Owen Fay, Al Jazeera's correspondent in Bangladesh, said that he witnessed worsening conditions as he travelled from the capital Dhaka to the coastal town of Barisal.
 
"As we get further and further away from the capital Dhaka and closer the coastal regions... the devastation gets worse," he said.
 
"We've seen homes and livelihoods completely destroyed. The government is seeing the scale of the storm for the first time and although they say they have a plan in place they did not realise how badly some of these places have been hit."
 
Advance warning
 
A tidal swell from the cyclone devastated three coastal towns and forced the evacuation of about 3.2 million people.

"We are expecting that thousands of dead bodies may be found within a few days," Shekhar Chandra Das, the deputy head of the government's disaster management office, said.

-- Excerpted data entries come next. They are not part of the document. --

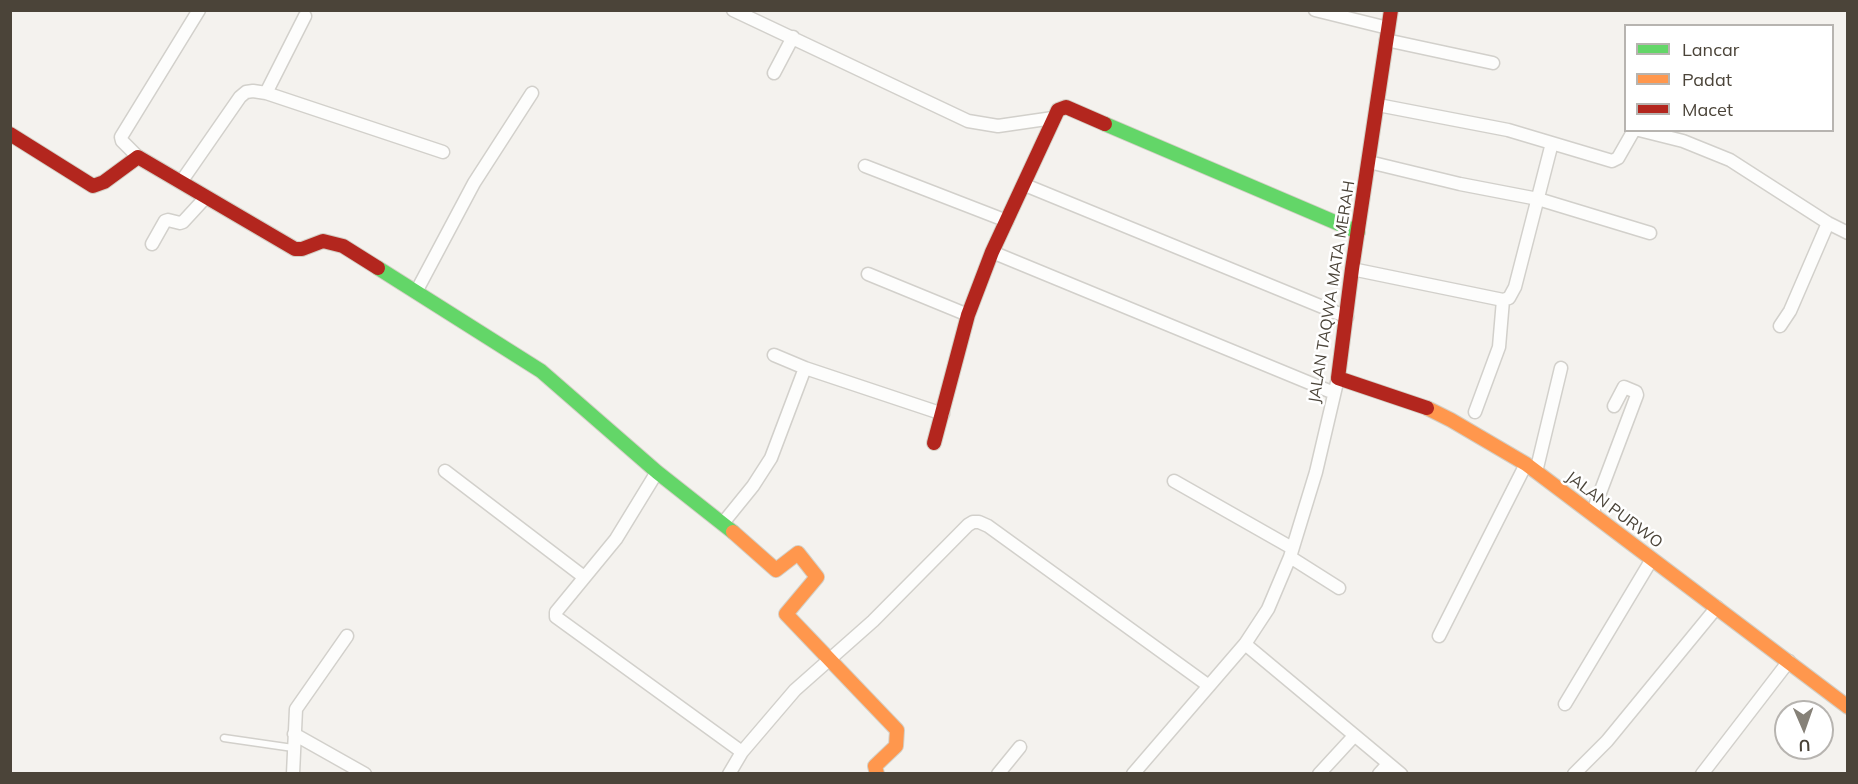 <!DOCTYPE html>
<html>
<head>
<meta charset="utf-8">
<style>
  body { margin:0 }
  #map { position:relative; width:1858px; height:784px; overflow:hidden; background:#f4f2ee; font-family:Mulish,sans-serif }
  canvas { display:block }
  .frame { position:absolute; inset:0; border:12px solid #4b4439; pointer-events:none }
  .legend { position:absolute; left:1624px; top:24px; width:210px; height:108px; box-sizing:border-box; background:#fff; border:2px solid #b7b4b0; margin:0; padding:8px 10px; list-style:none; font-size:18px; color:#4b4439 }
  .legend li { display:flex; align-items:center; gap:12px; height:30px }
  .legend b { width:30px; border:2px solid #b7b4b0 }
  .north { position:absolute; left:1774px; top:700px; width:60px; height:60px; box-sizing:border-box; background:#fff; border:2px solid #b7b4b0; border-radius:50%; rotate:178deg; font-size:16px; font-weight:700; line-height:24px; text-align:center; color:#4b4439 }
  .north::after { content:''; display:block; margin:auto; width:21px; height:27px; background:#868178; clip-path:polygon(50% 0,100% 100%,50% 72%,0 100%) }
</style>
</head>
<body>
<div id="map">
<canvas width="1858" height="784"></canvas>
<div class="frame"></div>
<ul class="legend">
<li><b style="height:8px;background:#63d668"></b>Lancar</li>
<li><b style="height:8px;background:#ff974d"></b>Padat</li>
<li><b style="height:8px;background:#b3261e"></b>Macet</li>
</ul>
<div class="north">U</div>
</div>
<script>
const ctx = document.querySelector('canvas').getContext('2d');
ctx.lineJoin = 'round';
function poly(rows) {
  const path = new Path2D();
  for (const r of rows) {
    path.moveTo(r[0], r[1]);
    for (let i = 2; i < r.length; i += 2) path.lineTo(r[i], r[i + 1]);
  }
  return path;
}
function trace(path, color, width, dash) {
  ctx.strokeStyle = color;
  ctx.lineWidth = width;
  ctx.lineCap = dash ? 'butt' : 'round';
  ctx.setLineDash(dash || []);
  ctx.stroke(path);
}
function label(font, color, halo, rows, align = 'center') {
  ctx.font = font + ' Mulish,sans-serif';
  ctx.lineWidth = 5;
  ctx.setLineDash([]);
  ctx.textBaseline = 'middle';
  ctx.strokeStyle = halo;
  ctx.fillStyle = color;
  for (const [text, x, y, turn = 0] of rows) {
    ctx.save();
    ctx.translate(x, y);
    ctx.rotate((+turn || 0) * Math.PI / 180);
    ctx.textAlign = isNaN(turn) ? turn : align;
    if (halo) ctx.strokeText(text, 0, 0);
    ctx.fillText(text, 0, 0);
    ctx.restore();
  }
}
const lane = poly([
  [224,738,293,748]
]);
const street = poly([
  [733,10,968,121,998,126,1053,118],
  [1315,10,1388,28],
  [1386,40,1493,63],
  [774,73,793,37],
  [266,93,305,16],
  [1378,105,1508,130,1612,161,1618,158,1634,130],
  [1639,130,1683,141,1730,160,1828,223,1848,233],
  [138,157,122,141,121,137,199,10],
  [1369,162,1460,184,1538,199,1650,233],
  [865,166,1007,221],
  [181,182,240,97,246,92,253,91,266,93,443,152],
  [1025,185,1347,317],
  [152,244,165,221,168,220,180,223,183,222,206,197],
  [992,252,1334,393],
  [1352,269,1503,300,1509,298,1515,287,1552,143],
  [868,274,968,315],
  [416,292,474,183,532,93],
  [1780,326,1790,311,1828,223],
  [774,355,805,368],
  [1475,412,1499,347,1503,300],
  [445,471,584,577],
  [657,472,616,539,556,612,556,617,742,752],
  [1536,472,1561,368],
  [1174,481,1292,548],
  [1592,514,1637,395,1636,392,1624,387,1614,406],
  [723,523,753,486,771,458,805,368,943,414],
  [1290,557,1339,588],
  [1439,636,1526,464],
  [1245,644,1401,774],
  [1565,704,1652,559],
  [294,734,365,774],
  [293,774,296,709,347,636],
  [729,774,742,752,795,690,873,621,968,525,973,522,979,522,988,526,1209,686],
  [998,774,1020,747],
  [1133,774,1245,644,1268,609,1290,557,1316,472,1338,378],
  [1319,774,1354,736],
  [1379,774,1388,764],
  [1574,774,1607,741,1717,607],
  [1702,774,1789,661]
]);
const fast = poly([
  [1105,124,1358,232],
  [378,268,541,371,657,472,733,532]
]);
const slow = poly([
  [1427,408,1451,420,1526,464,1848,707],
  [733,532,776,570,798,553,817,577,786,614,897,730,896,746,875,766,877,774]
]);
const jam = poly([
  [1391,10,1352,269,1338,378,1427,408],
  [10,134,93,186,104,182,138,157,295,249,302,249,323,241,343,246,378,268],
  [934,443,968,315,992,252,1058,110,1066,107,1105,124]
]);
trace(lane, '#d2d0cb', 9);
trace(street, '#d2d0cb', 15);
trace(fast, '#d3cfc5', 16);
trace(slow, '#d3cfc5', 16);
trace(jam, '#d3cfc5', 16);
trace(lane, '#fdfdfc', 6);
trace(street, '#fdfdfc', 12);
trace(fast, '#63d668', 14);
trace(slow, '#ff974d', 14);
trace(jam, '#b3261e', 14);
label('16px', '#4b4439', '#fff', [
  ["JALAN TAQWA MATA MERAH",1332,292,-81],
  ["JALAN PURWO",1614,510,37]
]);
</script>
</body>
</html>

Sidr hit the southwest coast
on Thursday night
"We have not been able to collect information about casualties in many remote and impassable places due to the disruption to communications," he said.

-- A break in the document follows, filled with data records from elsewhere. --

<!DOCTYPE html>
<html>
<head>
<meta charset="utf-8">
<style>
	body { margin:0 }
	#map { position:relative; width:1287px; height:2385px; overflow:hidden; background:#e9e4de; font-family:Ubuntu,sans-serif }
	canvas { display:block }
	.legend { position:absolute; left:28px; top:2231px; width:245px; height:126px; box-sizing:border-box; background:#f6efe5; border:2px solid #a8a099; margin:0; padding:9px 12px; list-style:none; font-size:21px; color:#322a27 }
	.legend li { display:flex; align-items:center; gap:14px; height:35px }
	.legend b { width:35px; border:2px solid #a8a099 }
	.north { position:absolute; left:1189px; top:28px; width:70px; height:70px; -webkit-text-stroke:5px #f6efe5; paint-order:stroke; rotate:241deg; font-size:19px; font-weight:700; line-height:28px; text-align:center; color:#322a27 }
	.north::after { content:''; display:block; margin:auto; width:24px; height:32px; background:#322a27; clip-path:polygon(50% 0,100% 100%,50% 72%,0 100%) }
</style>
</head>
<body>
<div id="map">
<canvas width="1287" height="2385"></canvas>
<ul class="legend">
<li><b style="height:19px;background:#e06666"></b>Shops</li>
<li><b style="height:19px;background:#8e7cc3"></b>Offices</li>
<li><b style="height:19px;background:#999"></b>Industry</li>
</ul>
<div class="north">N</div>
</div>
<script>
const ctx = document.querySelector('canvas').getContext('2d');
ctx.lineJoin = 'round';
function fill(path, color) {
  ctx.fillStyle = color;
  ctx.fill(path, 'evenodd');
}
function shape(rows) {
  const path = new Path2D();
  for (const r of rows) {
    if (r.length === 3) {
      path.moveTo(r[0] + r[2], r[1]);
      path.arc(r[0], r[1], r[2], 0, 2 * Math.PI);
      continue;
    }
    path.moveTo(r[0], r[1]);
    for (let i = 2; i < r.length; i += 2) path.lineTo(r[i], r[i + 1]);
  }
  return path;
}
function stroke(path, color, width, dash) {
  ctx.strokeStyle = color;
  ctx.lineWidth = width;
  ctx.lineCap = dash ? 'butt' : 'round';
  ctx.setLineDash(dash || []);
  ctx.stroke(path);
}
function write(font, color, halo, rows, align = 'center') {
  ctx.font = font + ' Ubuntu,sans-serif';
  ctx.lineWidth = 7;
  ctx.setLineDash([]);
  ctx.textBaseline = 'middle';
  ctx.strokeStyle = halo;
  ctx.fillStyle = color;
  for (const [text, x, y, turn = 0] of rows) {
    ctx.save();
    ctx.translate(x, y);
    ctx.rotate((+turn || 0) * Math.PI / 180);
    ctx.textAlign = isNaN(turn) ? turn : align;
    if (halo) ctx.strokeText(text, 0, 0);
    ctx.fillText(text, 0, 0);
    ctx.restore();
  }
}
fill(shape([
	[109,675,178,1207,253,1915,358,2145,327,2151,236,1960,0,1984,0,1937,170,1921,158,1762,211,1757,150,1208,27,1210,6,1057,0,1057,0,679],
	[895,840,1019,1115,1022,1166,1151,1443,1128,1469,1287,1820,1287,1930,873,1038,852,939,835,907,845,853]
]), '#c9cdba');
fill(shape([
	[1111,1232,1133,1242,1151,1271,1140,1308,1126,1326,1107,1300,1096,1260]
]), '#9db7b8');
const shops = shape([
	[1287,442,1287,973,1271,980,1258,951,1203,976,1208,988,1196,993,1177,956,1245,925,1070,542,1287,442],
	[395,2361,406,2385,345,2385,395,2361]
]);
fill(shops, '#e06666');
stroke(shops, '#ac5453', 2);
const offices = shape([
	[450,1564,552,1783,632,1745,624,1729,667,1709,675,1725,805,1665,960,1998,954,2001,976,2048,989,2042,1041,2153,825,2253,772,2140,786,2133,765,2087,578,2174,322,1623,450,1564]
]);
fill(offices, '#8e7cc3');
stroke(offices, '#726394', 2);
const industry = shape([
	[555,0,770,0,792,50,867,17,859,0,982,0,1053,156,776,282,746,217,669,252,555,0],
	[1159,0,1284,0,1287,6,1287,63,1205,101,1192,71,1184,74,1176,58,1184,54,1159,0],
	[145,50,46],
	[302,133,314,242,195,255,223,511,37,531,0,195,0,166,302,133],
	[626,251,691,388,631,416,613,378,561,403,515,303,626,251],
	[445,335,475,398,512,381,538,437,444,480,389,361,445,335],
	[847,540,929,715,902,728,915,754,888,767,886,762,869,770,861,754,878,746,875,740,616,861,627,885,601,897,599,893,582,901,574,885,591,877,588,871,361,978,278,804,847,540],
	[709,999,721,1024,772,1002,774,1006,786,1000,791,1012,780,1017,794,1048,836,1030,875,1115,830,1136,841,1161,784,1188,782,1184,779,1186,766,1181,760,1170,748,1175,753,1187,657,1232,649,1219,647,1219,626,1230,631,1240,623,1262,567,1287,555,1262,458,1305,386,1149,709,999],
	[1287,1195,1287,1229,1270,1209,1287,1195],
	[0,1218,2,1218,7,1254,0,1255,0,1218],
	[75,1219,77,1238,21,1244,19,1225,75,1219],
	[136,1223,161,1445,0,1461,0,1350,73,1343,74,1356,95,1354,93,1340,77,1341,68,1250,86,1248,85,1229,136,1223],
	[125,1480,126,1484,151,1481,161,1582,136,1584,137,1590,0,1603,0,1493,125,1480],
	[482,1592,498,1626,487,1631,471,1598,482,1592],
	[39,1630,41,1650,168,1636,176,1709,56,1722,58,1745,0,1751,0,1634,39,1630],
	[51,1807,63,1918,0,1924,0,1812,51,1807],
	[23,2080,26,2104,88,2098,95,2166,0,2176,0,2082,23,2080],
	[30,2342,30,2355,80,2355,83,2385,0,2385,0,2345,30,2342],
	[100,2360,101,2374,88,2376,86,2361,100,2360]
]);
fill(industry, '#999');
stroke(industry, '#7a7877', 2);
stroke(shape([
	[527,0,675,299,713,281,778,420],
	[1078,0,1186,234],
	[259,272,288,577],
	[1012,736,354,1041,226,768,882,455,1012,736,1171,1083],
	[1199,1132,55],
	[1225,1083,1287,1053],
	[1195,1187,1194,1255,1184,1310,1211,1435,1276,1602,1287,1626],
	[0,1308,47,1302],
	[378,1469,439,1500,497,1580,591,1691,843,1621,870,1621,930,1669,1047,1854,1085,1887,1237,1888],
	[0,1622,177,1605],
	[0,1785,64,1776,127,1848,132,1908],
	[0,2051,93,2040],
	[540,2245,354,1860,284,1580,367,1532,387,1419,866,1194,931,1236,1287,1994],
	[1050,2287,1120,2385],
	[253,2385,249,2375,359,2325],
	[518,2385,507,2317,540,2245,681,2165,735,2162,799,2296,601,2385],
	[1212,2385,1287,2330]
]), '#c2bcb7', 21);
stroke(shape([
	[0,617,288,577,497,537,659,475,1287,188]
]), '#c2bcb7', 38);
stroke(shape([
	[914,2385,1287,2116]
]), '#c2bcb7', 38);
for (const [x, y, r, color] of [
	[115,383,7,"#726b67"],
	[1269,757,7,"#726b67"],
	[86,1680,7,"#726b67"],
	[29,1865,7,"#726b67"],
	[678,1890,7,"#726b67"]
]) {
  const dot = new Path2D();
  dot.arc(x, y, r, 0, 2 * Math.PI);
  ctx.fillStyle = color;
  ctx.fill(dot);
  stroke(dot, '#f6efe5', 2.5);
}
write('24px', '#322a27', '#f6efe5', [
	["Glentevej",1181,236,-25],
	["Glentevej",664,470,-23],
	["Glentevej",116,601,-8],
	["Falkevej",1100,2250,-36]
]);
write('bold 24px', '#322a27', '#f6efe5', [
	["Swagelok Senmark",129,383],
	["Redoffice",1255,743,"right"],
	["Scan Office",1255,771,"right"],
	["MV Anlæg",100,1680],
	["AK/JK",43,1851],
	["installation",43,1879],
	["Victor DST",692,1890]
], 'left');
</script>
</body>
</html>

Officials are optimistic that cyclone shelters and an improved early-warning and evacuation system saved many lives.

About 1.5 million people took refuge in shelters and other government buildings as Sidr swept the across Bangladesh.

UN pledge

The United Nations has pledged several millions of dollars in aid while the European Commission said it is sending $2.2m in emergency relief to Bangladesh.

The storm uprooted trees and felled power lines across the country, with aid officials describing the damage as extremely severe.
 
The electricity grid failed on Friday and parts of the capital Dhaka were still without power on Saturday.

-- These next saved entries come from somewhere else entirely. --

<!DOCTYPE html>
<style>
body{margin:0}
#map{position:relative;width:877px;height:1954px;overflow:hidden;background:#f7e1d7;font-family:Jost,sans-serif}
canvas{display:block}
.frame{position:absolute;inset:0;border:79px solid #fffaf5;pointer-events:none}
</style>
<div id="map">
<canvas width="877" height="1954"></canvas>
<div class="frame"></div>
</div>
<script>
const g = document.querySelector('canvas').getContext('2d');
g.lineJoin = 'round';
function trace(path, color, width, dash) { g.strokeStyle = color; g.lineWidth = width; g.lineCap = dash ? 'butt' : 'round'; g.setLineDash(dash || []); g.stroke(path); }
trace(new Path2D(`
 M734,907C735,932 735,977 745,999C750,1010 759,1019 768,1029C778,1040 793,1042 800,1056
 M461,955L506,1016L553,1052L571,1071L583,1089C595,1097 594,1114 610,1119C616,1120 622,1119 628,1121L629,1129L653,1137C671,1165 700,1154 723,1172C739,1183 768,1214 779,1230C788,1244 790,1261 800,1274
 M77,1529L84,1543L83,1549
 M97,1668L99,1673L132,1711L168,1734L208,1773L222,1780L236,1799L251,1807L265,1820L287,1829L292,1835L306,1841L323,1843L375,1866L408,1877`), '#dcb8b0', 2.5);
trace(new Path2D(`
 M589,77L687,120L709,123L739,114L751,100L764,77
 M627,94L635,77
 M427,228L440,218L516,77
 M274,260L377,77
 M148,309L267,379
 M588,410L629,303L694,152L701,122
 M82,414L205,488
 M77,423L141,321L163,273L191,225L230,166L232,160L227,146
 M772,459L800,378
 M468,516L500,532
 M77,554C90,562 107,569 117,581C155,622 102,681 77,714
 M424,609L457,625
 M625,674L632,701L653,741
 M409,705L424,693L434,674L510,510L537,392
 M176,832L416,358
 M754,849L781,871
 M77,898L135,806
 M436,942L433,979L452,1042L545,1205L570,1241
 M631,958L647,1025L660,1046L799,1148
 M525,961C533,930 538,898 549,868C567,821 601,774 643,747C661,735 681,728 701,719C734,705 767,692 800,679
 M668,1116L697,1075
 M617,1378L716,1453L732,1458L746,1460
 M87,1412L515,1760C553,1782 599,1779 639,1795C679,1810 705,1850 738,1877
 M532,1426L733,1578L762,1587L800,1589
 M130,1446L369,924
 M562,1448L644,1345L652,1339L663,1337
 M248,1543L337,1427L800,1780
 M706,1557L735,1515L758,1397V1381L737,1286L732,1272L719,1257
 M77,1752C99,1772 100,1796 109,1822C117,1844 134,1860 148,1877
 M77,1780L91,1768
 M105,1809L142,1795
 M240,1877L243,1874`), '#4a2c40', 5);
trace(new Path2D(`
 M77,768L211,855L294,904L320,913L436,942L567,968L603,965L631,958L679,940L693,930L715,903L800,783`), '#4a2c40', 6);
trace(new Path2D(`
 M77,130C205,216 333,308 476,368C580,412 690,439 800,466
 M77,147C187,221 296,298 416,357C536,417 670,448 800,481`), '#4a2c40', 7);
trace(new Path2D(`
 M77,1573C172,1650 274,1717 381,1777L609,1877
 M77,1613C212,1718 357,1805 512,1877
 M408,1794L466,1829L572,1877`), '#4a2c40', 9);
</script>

"Our relief teams have started emergency distribution, with an initial coverage of 100,000 people," said Vince Edwards, World Vision's Bangladesh national director, in a statement, adding that many areas still remained inaccessible.

Wildlife concerns

Cyclone Sidr caused severe damage to buildings
 and felled power lines and trees [AFP]

Suman SMA Islam, Care's humanitarian assistance co-ordinator in Bangladesh, said the storm was a severe setback to the country months after a storm hit the country’s northern coast.

"Many people are homeless, crops and livelihoods have been destroyed and this is going to put great pressure on the government, the economy, and the people themselves," Suman said.

Officials from the Red Crescent said about 1,000 fishermen on about 150 boats were still unaccounted for in the Bay of Bengal.

Several endangered species in the Sundurban region may also have suffered as a result of the storm, with forest officials saying that many wildlife could have died.

Sidr lost strength after it hit Bangladesh and passed over the country early on Friday, weather officials said.